→ **PROBLEM STATEMENT**
The required output is the line that contains "I am building" and every line after it, each written out exactly, up to the end of the entries.

(Dataset entries)
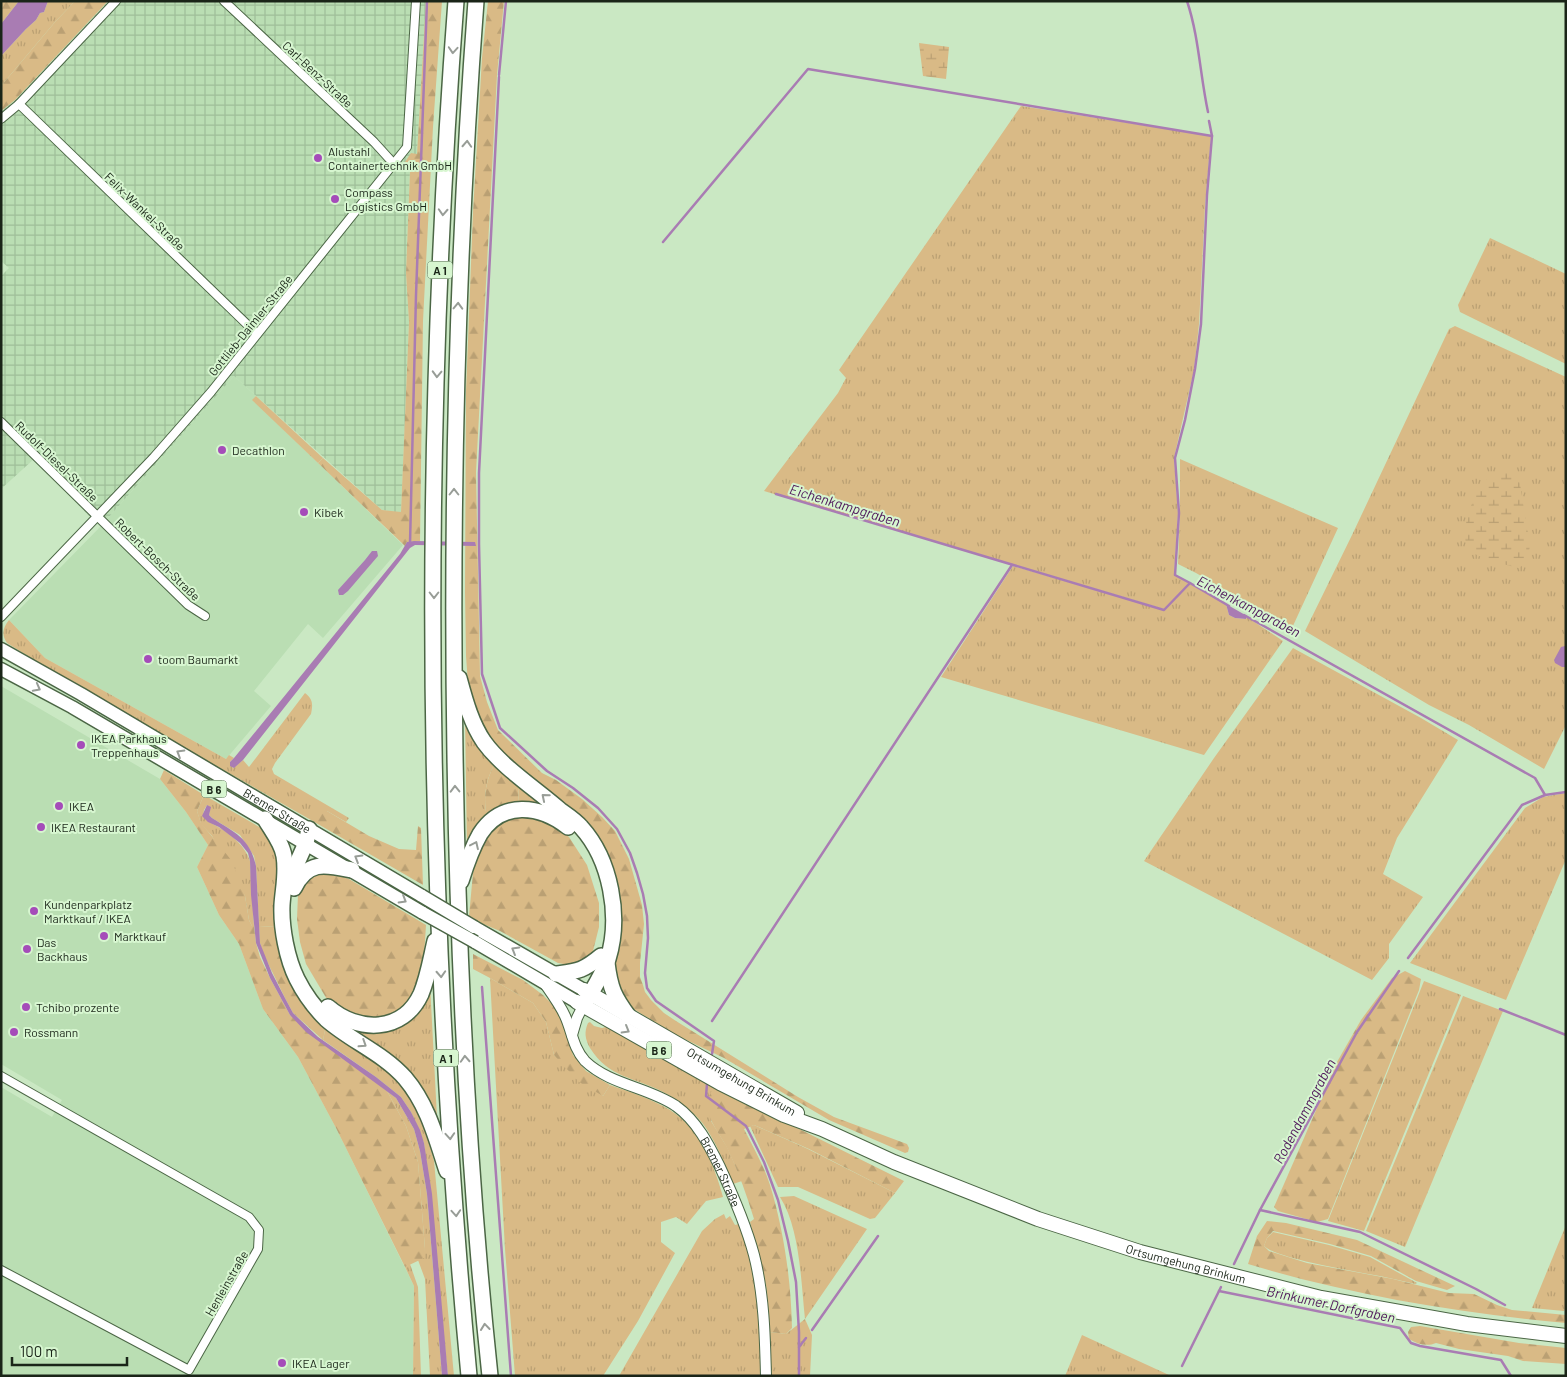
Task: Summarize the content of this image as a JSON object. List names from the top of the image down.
{
  "streets": {
    "highway": ["A 1", "B 6", "Ortsumgehung Brinkum"],
    "main road": ["Bremer Straße"],
    "street": [
      "Carl-Benz-Straße",
      "Felix-Wankel-Straße",
      "Gottlieb-Daimler-Straße",
      "Rudolf-Diesel-Straße",
      "Robert-Bosch-Straße",
      "Henleinstraße"
    ]
  },
  "crossings": [
    ["Carl-Benz-Straße", "Gottlieb-Daimler-Straße"],
    ["Felix-Wankel-Straße", "Gottlieb-Daimler-Straße"],
    ["Gottlieb-Daimler-Straße", "Rudolf-Diesel-Straße"],
    ["Gottlieb-Daimler-Straße", "Robert-Bosch-Straße"],
    ["Rudolf-Diesel-Straße", "Robert-Bosch-Straße"],
    ["B 6", "Bremer Straße"],
    ["B 6", "Ortsumgehung Brinkum"]
  ],
  "water": ["Eichenkampgraben", "Rodendammgraben", "Brinkumer Dorfgraben"],
  "places": [
    "Alustahl Containertechnik GmbH",
    "Compass Logistics GmbH",
    "Decathlon",
    "Kibek",
    "toom Baumarkt",
    "IKEA Parkhaus Treppenhaus",
    "IKEA",
    "IKEA Restaurant",
    "Kundenparkplatz Marktkauf / IKEA",
    "Marktkauf",
    "Das Backhaus",
    "Tchibo prozente",
    "Rossmann",
    "IKEA Lager"
  ],
  "scale_bar": "100 m"
}
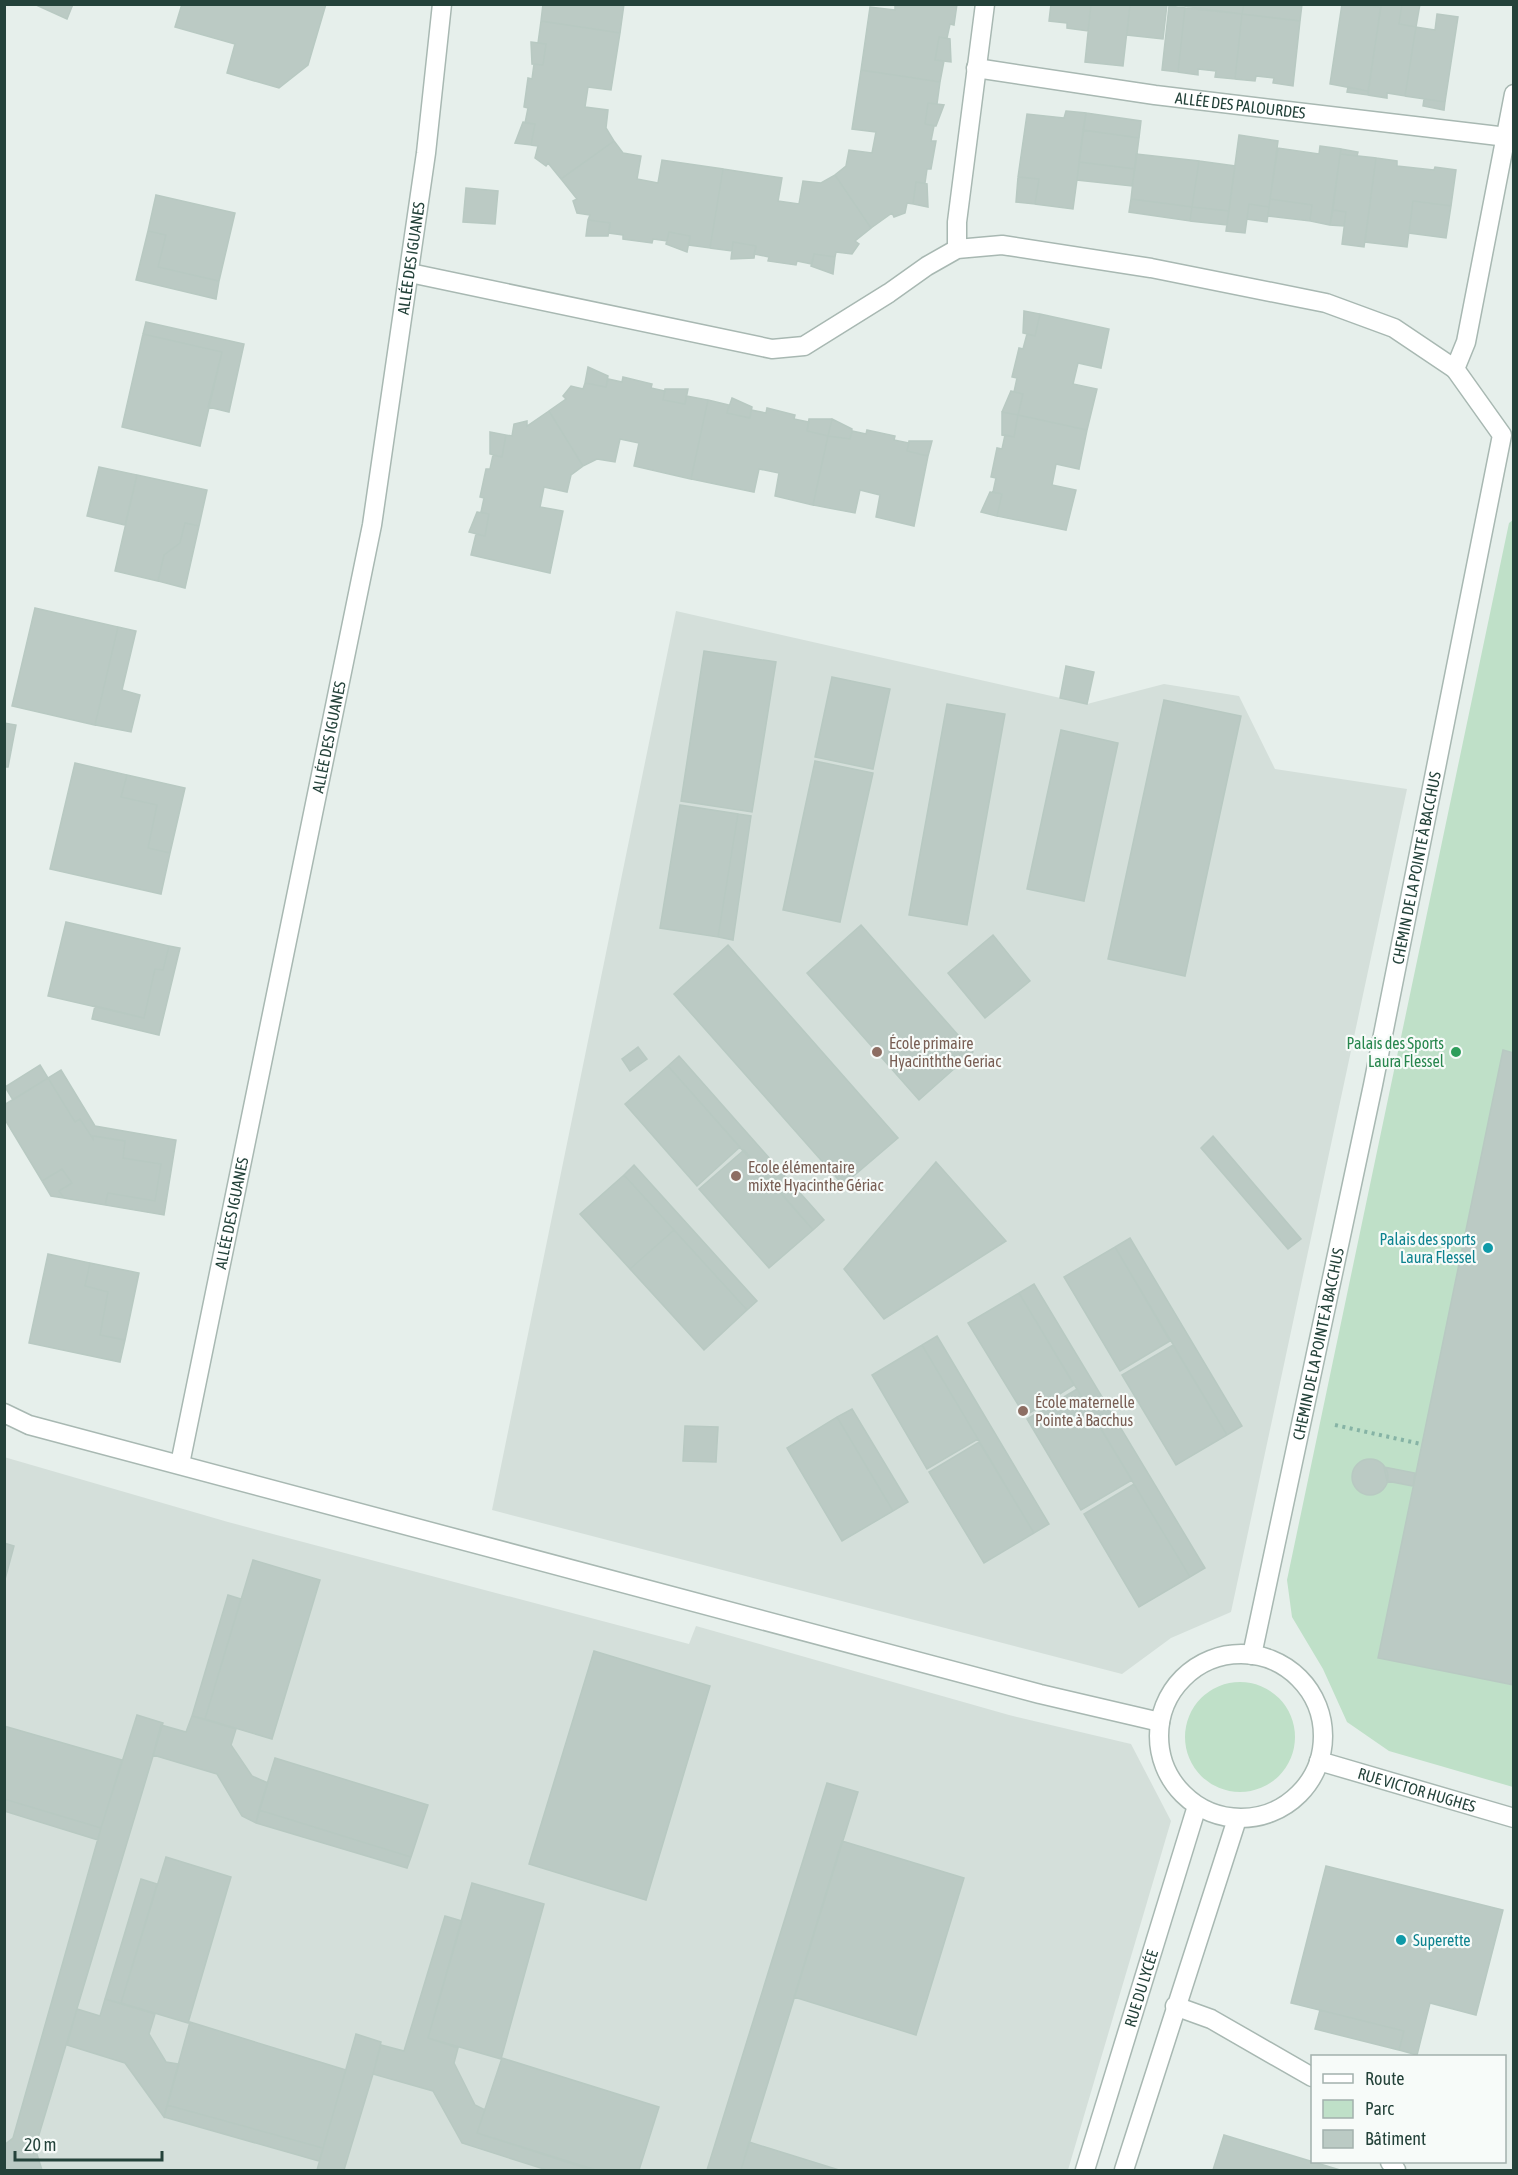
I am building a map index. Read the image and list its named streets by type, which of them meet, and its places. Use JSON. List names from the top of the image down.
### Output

→ **SOLUTION BELOW**
I am building a map index. Read the image and list its named streets by type, which of them meet, and its places. Use JSON. List names from the top of the image down.
### Output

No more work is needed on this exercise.